> WHAT YOU HAVE TO DO
What lines of the data below hold "roads"? Show them.

> Collected data
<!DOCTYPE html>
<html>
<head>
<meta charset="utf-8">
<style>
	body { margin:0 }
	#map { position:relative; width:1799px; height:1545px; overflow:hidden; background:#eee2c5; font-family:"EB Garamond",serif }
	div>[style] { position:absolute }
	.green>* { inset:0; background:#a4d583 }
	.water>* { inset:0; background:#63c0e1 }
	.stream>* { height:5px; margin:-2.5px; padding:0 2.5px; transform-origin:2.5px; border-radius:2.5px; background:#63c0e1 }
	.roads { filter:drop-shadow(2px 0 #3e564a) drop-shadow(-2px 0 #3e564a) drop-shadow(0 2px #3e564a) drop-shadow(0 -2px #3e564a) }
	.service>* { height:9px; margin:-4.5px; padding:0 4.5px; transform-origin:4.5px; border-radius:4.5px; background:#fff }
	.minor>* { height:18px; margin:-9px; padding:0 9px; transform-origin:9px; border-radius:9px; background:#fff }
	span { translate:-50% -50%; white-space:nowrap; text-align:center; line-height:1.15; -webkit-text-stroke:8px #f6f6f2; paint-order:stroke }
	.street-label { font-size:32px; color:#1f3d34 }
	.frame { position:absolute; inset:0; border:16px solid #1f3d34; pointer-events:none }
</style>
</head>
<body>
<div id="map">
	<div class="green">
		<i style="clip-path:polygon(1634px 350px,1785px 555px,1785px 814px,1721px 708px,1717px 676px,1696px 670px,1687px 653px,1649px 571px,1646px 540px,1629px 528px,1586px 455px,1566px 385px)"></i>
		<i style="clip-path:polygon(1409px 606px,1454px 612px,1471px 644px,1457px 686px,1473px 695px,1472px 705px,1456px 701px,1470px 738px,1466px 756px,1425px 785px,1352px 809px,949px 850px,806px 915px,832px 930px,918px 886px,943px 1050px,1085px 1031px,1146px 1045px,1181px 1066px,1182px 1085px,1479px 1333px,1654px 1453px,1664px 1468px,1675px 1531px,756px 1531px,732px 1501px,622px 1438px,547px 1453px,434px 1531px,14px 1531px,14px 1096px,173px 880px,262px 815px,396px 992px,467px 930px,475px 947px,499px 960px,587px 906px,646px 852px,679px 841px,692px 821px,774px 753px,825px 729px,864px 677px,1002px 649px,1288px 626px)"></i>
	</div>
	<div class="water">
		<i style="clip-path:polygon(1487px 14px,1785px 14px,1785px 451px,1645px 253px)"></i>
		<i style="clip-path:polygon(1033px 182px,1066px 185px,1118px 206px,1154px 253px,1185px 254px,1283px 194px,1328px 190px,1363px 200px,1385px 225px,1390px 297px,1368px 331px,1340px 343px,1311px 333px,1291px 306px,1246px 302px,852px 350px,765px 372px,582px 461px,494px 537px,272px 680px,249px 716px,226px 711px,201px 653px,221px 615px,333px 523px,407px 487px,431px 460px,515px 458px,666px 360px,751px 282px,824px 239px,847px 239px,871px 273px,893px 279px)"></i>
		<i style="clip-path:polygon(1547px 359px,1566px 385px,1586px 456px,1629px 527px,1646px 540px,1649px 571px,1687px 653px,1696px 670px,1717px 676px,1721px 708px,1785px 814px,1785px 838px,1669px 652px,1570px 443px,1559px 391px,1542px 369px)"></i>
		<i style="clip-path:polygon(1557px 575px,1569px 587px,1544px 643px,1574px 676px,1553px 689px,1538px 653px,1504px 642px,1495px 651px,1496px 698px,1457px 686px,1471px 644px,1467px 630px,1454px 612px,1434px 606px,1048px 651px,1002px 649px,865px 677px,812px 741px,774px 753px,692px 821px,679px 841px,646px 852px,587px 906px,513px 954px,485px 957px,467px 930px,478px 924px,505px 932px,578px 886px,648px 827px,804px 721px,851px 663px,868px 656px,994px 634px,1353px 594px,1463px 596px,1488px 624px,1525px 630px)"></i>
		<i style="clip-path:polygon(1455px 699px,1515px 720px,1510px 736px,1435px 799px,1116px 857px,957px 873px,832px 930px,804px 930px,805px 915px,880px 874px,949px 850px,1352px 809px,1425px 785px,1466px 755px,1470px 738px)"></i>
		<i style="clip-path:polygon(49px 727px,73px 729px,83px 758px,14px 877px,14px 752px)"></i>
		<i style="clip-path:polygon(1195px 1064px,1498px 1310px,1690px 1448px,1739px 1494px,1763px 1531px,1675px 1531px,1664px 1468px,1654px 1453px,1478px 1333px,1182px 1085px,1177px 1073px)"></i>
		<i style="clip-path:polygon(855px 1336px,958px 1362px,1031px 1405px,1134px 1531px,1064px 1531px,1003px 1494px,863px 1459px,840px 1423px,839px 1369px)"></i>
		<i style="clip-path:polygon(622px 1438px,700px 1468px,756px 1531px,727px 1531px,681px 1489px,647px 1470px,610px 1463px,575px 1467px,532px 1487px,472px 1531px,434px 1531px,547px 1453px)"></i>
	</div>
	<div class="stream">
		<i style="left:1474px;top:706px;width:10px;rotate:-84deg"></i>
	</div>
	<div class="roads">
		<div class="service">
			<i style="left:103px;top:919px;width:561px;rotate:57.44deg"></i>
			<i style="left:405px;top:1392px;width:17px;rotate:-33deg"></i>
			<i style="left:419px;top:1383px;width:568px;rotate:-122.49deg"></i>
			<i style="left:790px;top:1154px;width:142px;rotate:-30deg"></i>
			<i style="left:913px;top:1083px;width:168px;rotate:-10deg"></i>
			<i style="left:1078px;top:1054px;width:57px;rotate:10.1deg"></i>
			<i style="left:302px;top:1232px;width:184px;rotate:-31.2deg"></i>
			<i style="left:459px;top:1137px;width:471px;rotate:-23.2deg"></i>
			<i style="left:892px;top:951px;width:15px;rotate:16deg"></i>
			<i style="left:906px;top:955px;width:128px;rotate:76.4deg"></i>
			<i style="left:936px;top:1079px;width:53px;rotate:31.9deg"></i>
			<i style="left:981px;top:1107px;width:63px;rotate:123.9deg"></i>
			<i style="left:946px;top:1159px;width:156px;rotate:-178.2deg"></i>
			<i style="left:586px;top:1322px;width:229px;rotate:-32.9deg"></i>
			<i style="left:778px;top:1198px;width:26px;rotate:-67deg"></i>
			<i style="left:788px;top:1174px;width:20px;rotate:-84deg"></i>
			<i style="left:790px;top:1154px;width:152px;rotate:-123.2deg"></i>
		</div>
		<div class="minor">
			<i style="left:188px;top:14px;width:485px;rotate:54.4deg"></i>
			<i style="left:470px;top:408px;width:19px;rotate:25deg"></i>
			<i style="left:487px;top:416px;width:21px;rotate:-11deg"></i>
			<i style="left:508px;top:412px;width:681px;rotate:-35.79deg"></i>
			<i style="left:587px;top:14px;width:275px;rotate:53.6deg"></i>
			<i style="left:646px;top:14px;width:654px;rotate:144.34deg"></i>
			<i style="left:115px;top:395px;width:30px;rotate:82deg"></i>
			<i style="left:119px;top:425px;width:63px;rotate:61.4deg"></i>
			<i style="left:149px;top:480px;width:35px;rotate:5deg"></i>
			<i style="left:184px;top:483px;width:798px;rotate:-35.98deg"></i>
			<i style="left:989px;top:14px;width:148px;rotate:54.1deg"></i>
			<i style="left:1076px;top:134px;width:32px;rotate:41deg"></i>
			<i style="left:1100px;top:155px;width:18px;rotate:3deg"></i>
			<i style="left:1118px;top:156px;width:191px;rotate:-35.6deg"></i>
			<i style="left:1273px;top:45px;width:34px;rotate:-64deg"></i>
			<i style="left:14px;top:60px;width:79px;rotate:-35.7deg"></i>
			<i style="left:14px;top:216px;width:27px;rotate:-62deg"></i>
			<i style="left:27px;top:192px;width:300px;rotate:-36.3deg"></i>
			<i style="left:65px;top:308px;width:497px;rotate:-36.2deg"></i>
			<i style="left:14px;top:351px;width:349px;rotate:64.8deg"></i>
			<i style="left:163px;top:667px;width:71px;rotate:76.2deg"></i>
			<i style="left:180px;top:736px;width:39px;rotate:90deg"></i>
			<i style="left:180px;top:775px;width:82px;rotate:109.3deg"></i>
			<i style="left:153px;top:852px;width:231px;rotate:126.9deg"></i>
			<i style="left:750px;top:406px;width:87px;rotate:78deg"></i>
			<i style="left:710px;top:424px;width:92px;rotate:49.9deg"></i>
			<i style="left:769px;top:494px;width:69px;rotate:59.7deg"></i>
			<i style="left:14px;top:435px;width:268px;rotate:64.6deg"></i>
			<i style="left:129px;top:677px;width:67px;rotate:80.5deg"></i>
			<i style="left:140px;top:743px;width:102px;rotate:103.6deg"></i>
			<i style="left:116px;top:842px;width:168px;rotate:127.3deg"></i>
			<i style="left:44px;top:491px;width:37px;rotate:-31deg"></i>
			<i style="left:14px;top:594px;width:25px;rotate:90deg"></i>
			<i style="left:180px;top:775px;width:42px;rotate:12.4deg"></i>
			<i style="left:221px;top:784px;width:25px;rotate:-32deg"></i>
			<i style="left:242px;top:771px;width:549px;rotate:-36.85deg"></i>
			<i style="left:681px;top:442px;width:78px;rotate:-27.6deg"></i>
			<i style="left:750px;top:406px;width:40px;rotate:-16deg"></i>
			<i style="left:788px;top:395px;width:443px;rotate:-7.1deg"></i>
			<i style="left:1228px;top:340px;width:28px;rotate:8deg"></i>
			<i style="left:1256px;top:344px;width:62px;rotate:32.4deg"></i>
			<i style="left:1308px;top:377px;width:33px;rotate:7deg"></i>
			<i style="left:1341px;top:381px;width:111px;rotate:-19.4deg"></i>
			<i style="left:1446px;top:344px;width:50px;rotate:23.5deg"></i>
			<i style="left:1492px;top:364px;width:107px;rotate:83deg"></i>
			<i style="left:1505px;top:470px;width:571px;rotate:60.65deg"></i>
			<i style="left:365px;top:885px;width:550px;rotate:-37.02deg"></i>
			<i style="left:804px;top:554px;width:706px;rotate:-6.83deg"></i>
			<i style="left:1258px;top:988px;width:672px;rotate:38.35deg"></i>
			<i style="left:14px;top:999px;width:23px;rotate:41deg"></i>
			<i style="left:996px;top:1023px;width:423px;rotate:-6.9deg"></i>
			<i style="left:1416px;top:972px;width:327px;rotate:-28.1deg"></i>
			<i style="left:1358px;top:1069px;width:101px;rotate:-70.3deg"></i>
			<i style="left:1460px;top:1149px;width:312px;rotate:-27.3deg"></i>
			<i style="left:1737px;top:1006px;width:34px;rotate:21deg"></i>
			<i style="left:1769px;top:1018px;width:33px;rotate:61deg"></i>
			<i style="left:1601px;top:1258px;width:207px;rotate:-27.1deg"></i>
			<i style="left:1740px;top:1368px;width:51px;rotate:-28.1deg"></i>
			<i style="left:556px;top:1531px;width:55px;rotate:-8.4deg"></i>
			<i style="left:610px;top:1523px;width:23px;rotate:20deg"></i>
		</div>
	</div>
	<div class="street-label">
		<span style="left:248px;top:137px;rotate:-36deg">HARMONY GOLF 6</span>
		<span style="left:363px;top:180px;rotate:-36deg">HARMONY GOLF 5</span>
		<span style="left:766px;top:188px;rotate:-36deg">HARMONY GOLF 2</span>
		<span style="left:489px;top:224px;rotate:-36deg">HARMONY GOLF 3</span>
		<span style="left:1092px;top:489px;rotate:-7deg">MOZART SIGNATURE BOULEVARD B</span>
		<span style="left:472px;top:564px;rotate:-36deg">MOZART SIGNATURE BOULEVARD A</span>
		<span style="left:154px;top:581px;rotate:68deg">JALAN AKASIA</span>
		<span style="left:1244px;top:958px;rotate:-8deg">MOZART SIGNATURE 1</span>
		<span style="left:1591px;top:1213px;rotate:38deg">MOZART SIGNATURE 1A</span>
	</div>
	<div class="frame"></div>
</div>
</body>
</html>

> WORKED SOLUTION
	.roads { filter:drop-shadow(2px 0 #3e564a) drop-shadow(-2px 0 #3e564a) drop-shadow(0 2px #3e564a) drop-shadow(0 -2px #3e564a) }
	<div class="roads">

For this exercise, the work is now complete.